First let us prove that the estimator \(\hat{p}^{\text {IS}_0}(x)\) is unbiased, for which it suffices to show that \(\mathbb {E}_{\hat{\xi }}\left[ {\mathbbm {1}}_{\{G(x,\hat{\xi })>0\}}L_x(\hat{\xi })\right] =p(x)\).
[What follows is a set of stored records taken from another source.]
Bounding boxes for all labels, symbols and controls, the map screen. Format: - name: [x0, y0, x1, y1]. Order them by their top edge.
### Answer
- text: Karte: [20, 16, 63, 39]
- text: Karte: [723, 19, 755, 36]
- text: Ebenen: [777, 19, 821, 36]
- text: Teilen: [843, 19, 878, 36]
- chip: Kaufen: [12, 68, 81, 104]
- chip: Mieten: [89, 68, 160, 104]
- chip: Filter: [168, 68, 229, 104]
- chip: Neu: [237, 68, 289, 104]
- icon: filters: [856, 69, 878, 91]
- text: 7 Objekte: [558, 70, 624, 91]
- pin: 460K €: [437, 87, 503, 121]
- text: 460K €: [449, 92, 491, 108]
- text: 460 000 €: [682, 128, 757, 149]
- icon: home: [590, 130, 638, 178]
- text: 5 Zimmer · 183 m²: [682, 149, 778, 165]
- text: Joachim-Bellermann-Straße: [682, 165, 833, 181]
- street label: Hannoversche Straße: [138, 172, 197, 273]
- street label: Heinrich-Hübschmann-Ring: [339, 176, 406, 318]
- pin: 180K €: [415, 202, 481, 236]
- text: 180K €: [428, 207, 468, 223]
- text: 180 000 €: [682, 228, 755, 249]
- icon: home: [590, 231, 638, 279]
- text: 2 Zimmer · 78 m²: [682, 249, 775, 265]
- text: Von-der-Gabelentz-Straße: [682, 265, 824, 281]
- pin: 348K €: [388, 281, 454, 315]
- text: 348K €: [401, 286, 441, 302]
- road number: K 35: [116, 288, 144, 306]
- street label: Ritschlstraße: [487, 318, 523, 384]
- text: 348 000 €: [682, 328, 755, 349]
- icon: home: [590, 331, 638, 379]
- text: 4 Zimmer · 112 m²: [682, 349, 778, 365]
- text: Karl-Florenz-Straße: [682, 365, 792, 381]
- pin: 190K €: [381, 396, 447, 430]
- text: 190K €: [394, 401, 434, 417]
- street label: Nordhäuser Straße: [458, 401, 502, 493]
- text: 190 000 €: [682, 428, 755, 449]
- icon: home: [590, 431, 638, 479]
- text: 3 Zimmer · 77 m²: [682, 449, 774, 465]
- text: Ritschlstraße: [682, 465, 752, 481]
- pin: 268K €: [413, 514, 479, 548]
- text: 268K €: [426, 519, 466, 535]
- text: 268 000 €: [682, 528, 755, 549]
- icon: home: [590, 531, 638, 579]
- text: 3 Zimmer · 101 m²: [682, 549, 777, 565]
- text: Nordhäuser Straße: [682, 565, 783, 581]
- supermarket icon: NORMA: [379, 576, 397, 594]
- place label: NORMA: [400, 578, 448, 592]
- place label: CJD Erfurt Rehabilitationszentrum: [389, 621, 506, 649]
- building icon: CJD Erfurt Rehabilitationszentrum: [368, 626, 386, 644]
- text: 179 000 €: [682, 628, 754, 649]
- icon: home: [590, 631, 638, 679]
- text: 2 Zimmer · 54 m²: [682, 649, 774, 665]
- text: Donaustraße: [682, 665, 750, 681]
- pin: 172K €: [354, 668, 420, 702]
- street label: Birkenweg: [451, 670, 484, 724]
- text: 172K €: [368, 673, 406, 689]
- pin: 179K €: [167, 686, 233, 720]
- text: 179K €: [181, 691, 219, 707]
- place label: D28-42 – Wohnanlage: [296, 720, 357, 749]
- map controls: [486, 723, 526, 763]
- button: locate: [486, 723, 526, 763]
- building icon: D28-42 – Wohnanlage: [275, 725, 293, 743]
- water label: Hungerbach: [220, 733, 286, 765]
Indeed, we have

$$\begin{aligned} \mathbb {E}_{\hat{\xi }}\left[ {\mathbbm {1}}_{\{G(x,\hat{\xi })>0\}}L_x(\hat{\xi })\right]= & {} \mathbb {E}_{\hat{\xi }}\left[ {\mathbbm {1}}_{\{G(x,\hat{\xi })>0\}}\mathbb {E}_{\hat{\xi }}\left[ L(\hat{\xi })~|(\hat{\xi }_i)_{i \in I_x}\right] \right] \nonumber \\= & {} \mathbb {E}_{\hat{\xi }}\left[ \mathbb {E}_{\hat{\xi }}\left[ {\mathbbm {1}}_{\{G(x,\hat{\xi })>0\}}L(\hat{\xi })~|~(\hat{\xi }_i)_{i \in I_x}\right] \right] \end{aligned}$$
$$\begin{aligned}= & {} \mathbb {E}_{\hat{\xi }}\left[ {\mathbbm {1}}_{\{G(x,\hat{\xi })>0\}}L(\hat{\xi })\right] = p(x), \end{aligned}$$

where the second equality follows from the assumption that \(G(x,\cdot )\) is \(I_x\)-determined, which implies that \(G(x,\hat{\xi })\) is measurable with respect to the sigma-algebra generated by \((\hat{\xi }_i)_{i \in I_x}\).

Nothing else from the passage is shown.